Data excerpts:
------------------------------------------------------------

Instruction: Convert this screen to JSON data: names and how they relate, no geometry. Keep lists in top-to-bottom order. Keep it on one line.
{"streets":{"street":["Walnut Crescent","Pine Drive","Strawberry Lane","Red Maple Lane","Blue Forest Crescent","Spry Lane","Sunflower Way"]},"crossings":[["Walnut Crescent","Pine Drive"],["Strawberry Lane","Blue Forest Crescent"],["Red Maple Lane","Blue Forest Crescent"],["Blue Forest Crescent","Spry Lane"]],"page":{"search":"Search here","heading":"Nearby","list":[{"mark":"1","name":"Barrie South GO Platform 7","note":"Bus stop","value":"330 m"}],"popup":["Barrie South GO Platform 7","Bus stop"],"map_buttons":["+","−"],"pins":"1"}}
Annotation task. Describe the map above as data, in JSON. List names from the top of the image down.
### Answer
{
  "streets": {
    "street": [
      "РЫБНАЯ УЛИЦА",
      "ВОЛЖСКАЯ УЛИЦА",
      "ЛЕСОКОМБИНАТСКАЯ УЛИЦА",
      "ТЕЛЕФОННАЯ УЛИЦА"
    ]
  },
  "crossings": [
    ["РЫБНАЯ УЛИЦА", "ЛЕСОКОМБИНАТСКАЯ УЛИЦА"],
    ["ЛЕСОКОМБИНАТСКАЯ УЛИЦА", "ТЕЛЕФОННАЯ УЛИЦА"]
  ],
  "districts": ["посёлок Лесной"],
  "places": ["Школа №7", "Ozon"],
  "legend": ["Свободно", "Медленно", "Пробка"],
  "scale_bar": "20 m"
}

------------------------------------------------------------

No line may be altered or left out when the data is written out.

Instruction: Convert this screen to JSON data: names and how they relate, no geometry. Keep lists in top-to-bottom order. Keep it on one line.
{"streets":{"street":["Walnut Crescent","Pine Drive","Strawberry Lane","Red Maple Lane","Blue Forest Crescent","Spry Lane","Sunflower Way"]},"crossings":[["Walnut Crescent","Pine Drive"],["Strawberry Lane","Blue Forest Crescent"],["Red Maple Lane","Blue Forest Crescent"],["Blue Forest Crescent","Spry Lane"]],"page":{"search":"Search here","heading":"Nearby","list":[{"mark":"1","name":"Barrie South GO Platform 7","note":"Bus stop","value":"330 m"}],"popup":["Barrie South GO Platform 7","Bus stop"],"map_buttons":["+","−"],"pins":"1"}}
Annotation task. Describe the map above as data, in JSON. List names from the top of the image down.
### Answer
{
  "streets": {
    "street": [
      "РЫБНАЯ УЛИЦА",
      "ВОЛЖСКАЯ УЛИЦА",
      "ЛЕСОКОМБИНАТСКАЯ УЛИЦА",
      "ТЕЛЕФОННАЯ УЛИЦА"
    ]
  },
  "crossings": [
    ["РЫБНАЯ УЛИЦА", "ЛЕСОКОМБИНАТСКАЯ УЛИЦА"],
    ["ЛЕСОКОМБИНАТСКАЯ УЛИЦА", "ТЕЛЕФОННАЯ УЛИЦА"]
  ],
  "districts": ["посёлок Лесной"],
  "places": ["Школа №7", "Ozon"],
  "legend": ["Свободно", "Медленно", "Пробка"],
  "scale_bar": "20 m"
}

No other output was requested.